Tout d’abord, est-il possible de tracer un parallèle entre la lutte contre la pandémie de coronavirus et la lutte contre le réchauffement climatique ?
Avant de faire un parallèle entre les deux crises, il faut comprendre les similitudes dans leurs causes. Même s’il n’existe pas de relations directes bien étayées entre la variation du climat et l’expansion de la pandémie (en dehors des variations saisonnières de cette dernière), il y a deux facteurs communs aux deux crises : la déforestation et la mondialisation.
La déforestation participe au réchauffement en émettant des gaz à effet de serre et en réduisant le stockage naturel du carbone, elle met en contact les êtres humains avec des espèces sauvages favorisant ainsi la transmission des zoonoses. Quant à elle, la mondialisation des échanges accélère la transmission du virus, notamment avec le transport aérien de masse. La mondialisation joue un rôle dans le réchauffement climatique car elle s’appuie sur les règles de l’Organisation mondiale du Commerce qui visent à maximiser les échanges sans tenir compte du réchauffement climatique.

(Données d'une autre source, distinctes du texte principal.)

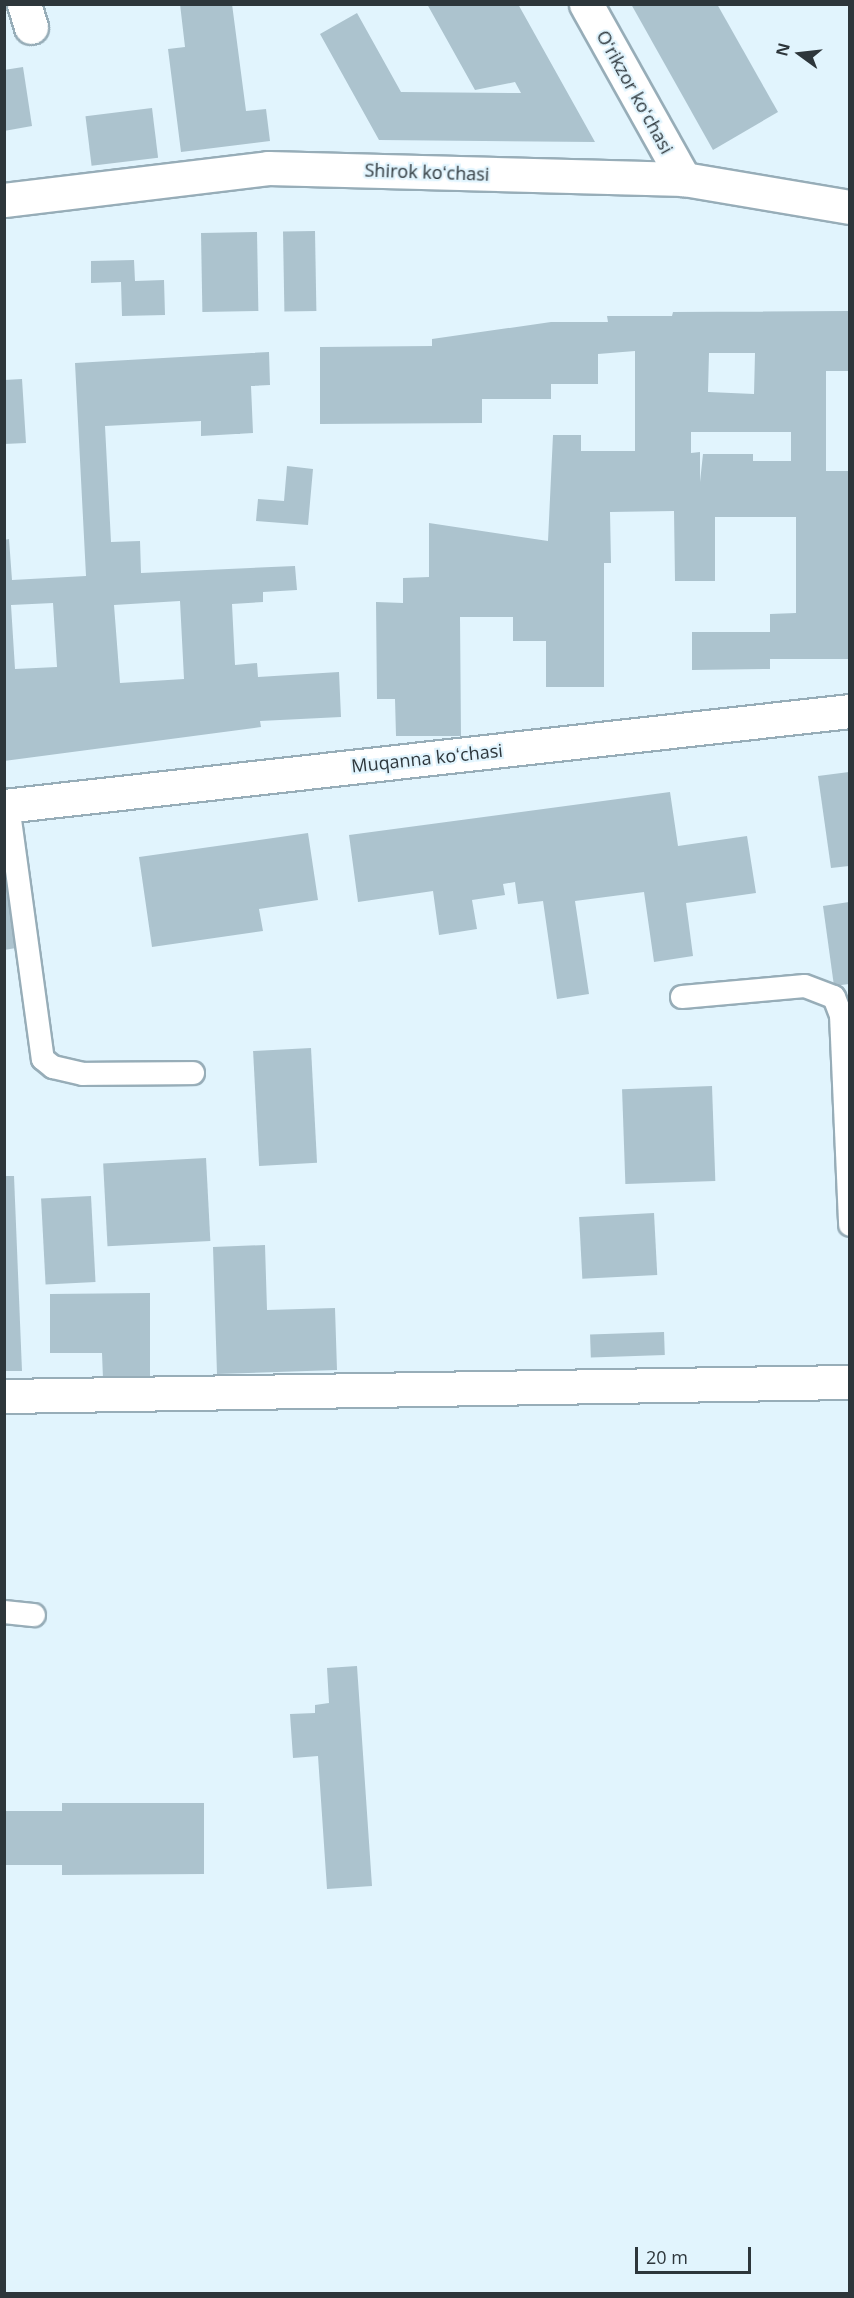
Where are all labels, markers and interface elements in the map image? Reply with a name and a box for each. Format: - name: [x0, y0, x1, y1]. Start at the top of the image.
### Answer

Et la science dans tout ça ?
Le rôle des scientifiques n’est pas de faire des recommandations, mais de fournir un diagnostic. Il s’agit de la mission première du GIEC à laquelle je reste très attaché. La science doit dire les choses, mais il incombe bien aux dirigeants politiques de prendre les décisions. C’est peu ou prou ce qui se passe, en France, avec le Conseil scientifique pour la pandémie de Covid-19. Le président de la République prend en compte ses avis, mais on constate également que le gouvernement tient compte d’autres contraintes économiques et sociétales pour arrêter certaines mesures.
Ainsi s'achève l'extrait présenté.